First, let us write the definition of the first-ionisation potential of sodium. By definition, the first ionisation process is

$$Na(g) \;\rightarrow\; Na^+(g) + e^-$$

The data in the question tell us that an energy of $$5.1\;\text{eV}$$ must be supplied for this change. In thermodynamic language, the enthalpy (or energy) change for the above forward process is

$$\Delta H_{ionisation}^{\,(\,1\,)} = +5.1\;\text{eV}.$$

Now we come to the quantity asked for in the problem, the electron-gain enthalpy of $$Na^+$$. By its very definition, electron-gain enthalpy (often called electron affinity) refers to the energy change when one electron is added to a gaseous species. The relevant process is therefore the exact reverse of the ionisation step:

$$Na^+(g) + e^- \;\rightarrow\; Na(g).$$

Because this second reaction is simply the reverse of the first, the enthalpy change for it must be the negative of the ionisation enthalpy.
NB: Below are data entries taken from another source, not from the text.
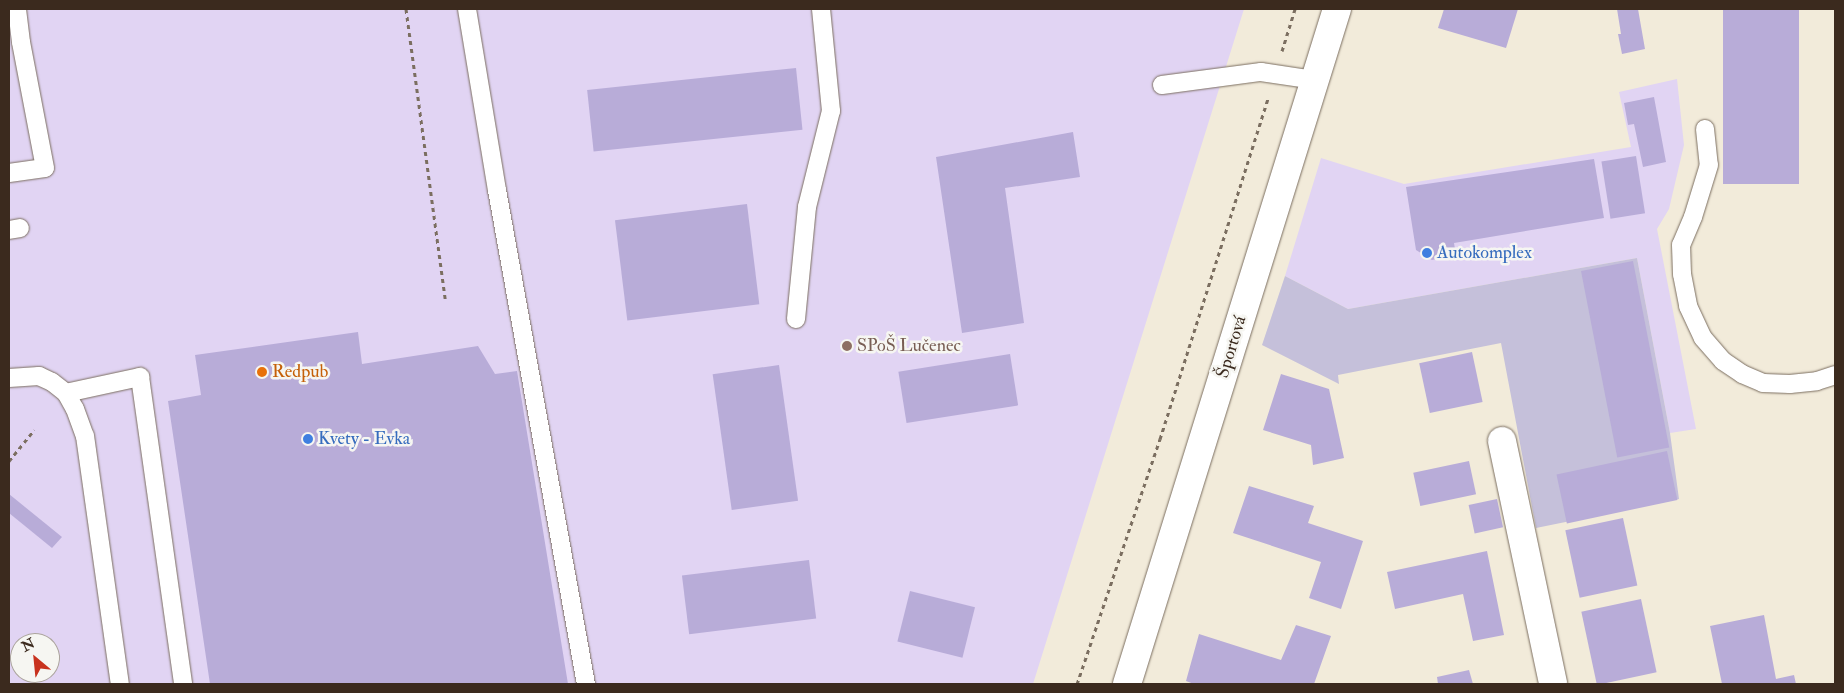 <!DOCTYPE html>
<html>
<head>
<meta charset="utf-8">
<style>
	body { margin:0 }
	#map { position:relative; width:1844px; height:693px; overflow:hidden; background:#f2ebda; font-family:"IM FELL Double Pica",serif }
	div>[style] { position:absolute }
	.built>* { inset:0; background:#e1d4f3 }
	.industrial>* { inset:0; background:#c5c0da }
	.building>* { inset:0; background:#b8acd8; transform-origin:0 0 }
	.path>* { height:3px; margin-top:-1.5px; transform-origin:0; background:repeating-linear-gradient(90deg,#7b6e60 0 4px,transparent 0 8px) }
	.roads { filter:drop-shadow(0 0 1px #7b6e60) drop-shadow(0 0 1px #7b6e60) }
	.service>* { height:18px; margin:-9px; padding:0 9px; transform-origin:9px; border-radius:9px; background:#fff }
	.minor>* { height:28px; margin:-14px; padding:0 14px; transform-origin:14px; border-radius:14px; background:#fff }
	.dots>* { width:14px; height:14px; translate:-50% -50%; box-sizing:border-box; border:2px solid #f6f6f2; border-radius:50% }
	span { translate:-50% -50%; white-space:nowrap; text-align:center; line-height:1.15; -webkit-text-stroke:5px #f6f6f2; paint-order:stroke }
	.shop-label { font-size:18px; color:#366cbe }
	.left { translate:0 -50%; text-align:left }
	.education-label { font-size:18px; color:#785e54 }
	.street-label { font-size:18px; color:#3b2a1e }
	.food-label { font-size:18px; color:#c56008 }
	.frame { position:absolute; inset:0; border:10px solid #3b2a1e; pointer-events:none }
	.north { position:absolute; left:10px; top:633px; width:50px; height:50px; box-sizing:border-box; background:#f6f6f2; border:1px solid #aba49d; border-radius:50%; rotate:332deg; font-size:14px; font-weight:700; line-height:20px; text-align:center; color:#3b2a1e }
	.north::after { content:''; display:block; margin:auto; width:18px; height:22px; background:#c8321e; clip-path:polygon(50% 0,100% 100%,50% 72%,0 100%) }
</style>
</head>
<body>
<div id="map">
	<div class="built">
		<div style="clip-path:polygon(evenodd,9px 9px,1244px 9px,1033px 684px,9px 684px,9px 9px,20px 643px,50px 643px,50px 673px,20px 673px,20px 643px)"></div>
		<div style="clip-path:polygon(1677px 79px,1684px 145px,1669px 209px,1657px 229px,1696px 429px,1670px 433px,1637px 258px,1348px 309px,1285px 276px,1321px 158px,1404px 184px,1631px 147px,1619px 92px)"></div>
	</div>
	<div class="industrial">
		<div style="clip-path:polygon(1637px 258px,1670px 433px,1679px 499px,1536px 528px,1501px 343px,1338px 375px,1339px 384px,1262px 345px,1285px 276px,1348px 309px)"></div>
	</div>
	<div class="building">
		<div style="clip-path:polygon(1444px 9px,1518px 9px,1506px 48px,1438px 28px)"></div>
		<div style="clip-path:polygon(1617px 9px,1638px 9px,1645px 49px,1622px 54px,1618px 34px,1621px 34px)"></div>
		<div style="left:1723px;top:9px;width:76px;height:175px"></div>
		<div style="left:796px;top:68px;width:62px;height:210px;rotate:84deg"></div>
		<div style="clip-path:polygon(1654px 97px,1666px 162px,1643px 167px,1634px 124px,1628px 125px,1624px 103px)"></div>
		<div style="clip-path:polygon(1073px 132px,1080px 177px,1005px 188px,1024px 323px,962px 333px,936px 157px)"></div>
		<div style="left:1636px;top:156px;width:58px;height:35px;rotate:81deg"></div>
		<div style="clip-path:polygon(1594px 159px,1604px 218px,1454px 243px,1456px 255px,1432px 260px,1416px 250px,1406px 187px)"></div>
		<div style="left:747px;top:204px;width:101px;height:133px;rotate:83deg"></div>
		<div style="left:1633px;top:261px;width:190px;height:53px;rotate:79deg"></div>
		<div style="clip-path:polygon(358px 332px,362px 364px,478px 346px,495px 374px,517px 371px,568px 684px,210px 684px,168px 401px,201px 395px,195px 355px)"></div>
		<div style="left:1472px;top:352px;width:51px;height:54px;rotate:78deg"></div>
		<div style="left:1010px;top:354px;width:52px;height:113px;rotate:81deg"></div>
		<div style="left:779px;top:365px;width:137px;height:67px;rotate:82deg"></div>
		<div style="clip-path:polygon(1281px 374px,1329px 389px,1344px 458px,1313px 465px,1311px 445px,1263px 430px)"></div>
		<div style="left:1667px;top:451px;width:50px;height:113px;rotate:78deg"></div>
		<div style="left:1469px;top:461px;width:34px;height:57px;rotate:78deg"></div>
		<div style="clip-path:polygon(1249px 486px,1314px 506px,1308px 523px,1363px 541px,1341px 609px,1309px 598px,1321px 562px,1233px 533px)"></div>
		<div style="clip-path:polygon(9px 494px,62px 537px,52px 548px,9px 513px)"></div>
		<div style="left:1497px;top:499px;width:29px;height:29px;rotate:78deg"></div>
		<div style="left:1623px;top:518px;width:69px;height:59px;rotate:78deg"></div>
		<div style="clip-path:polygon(1487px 551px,1504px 635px,1473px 641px,1463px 594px,1395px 609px,1387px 572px)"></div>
		<div style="left:809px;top:560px;width:59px;height:128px;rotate:83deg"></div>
		<div style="left:910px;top:591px;width:67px;height:52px;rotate:14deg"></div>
		<div style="left:1641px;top:599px;width:75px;height:61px;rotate:78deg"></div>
		<div style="clip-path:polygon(1764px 615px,1776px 679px,1794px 675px,1796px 684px,1722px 684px,1710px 626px)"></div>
		<div style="clip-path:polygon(1296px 625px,1331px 636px,1314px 684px,1194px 684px,1186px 681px,1199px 634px,1281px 660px)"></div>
		<div style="clip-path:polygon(1469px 670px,1473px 684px,1438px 684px,1437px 677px)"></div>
	</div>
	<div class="path">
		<div style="left:406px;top:9px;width:293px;rotate:82.3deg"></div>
		<div style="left:1282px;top:51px;width:44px;rotate:-72.8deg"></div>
		<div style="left:9px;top:461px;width:40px;rotate:-51deg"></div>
		<div style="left:1077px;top:684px;width:259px;rotate:-71.3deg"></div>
		<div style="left:1160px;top:439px;width:358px;rotate:-72.4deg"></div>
	</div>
	<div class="roads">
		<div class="service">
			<div style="left:467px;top:9px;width:183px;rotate:80.6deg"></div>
			<div style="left:497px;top:190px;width:502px;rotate:79.79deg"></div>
			<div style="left:1162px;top:85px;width:100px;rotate:-7.5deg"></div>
			<div style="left:1261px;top:72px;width:55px;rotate:8.4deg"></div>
			<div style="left:1705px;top:129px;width:36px;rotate:84deg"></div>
			<div style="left:1709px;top:165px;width:54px;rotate:107.1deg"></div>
			<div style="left:1693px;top:217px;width:30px;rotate:113deg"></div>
			<div style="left:1681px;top:245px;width:29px;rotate:88deg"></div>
			<div style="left:1682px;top:274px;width:33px;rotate:79deg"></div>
			<div style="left:1688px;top:306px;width:35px;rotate:65deg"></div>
			<div style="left:1703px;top:338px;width:30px;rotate:49deg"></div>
			<div style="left:1723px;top:361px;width:23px;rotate:34deg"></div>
			<div style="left:1742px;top:374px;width:23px;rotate:23deg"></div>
			<div style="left:1763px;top:383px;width:27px;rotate:2deg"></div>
			<div style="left:1790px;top:384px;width:27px;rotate:-6deg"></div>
			<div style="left:1817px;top:381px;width:19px;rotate:-18deg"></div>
			<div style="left:9px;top:173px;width:36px;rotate:-8deg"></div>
			<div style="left:45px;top:168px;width:128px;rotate:-100.8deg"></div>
			<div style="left:21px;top:42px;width:33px;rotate:-97deg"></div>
			<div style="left:9px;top:230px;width:11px;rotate:-10deg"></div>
			<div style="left:796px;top:319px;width:113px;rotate:-84.4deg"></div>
			<div style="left:807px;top:207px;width:99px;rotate:-76deg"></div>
			<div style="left:831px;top:111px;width:102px;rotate:-95.6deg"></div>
			<div style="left:9px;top:378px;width:30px;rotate:-4deg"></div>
			<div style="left:39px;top:376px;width:14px;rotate:25deg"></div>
			<div style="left:52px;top:382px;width:18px;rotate:38deg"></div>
			<div style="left:66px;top:393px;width:18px;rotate:61deg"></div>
			<div style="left:75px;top:409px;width:29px;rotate:70deg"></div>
			<div style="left:85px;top:436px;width:250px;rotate:82deg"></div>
			<div style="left:66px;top:393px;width:76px;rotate:-12.2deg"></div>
			<div style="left:140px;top:377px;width:310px;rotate:82deg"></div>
		</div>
		<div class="minor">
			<div style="left:1502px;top:441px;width:248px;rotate:78.1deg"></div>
			<div style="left:1127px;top:684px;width:707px;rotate:-72.72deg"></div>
		</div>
	</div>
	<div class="dots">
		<div style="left:1427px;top:253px;background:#3f7fe0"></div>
		<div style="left:847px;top:346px;background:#8d6e63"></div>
		<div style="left:262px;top:372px;background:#e8710a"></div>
		<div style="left:308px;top:439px;background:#3f7fe0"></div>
	</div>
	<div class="shop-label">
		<span class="left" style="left:1437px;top:253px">Autokomplex</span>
		<span class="left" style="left:318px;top:439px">Kvety - Evka</span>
	</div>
	<div class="education-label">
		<span class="left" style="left:857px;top:346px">SPoŠ Lučenec</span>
	</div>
	<div class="street-label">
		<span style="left:1232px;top:347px;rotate:-73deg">Športová</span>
	</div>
	<div class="food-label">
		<span class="left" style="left:272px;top:372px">Redpub</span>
	</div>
	<div class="frame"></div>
	<div class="north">N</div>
</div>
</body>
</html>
Stating the general principle explicitly:

If a reaction $$A \;\rightarrow\; B$$ has an enthalpy change $$\Delta H,$$ then the reverse reaction $$B \;\rightarrow\; A$$ has an enthalpy change $$-\Delta H.$$

Applying this principle here, we have

$$\Delta H_{electron\;gain}(Na^+) = -\Delta H_{ionisation}^{\,(\,1\,)}(Na)$$

Substituting the given numerical value,

$$\Delta H_{electron\;gain}(Na^+) = -(+5.1\;\text{eV}) = -5.1\;\text{eV}.$$

Thus the electron-gain enthalpy of $$Na^+$$ is a negative quantity whose magnitude equals the first ionisation potential of neutral sodium. A negative sign indicates that energy is released when the electron is accepted by $$Na^+$$.

Hence, the correct answer is Option D.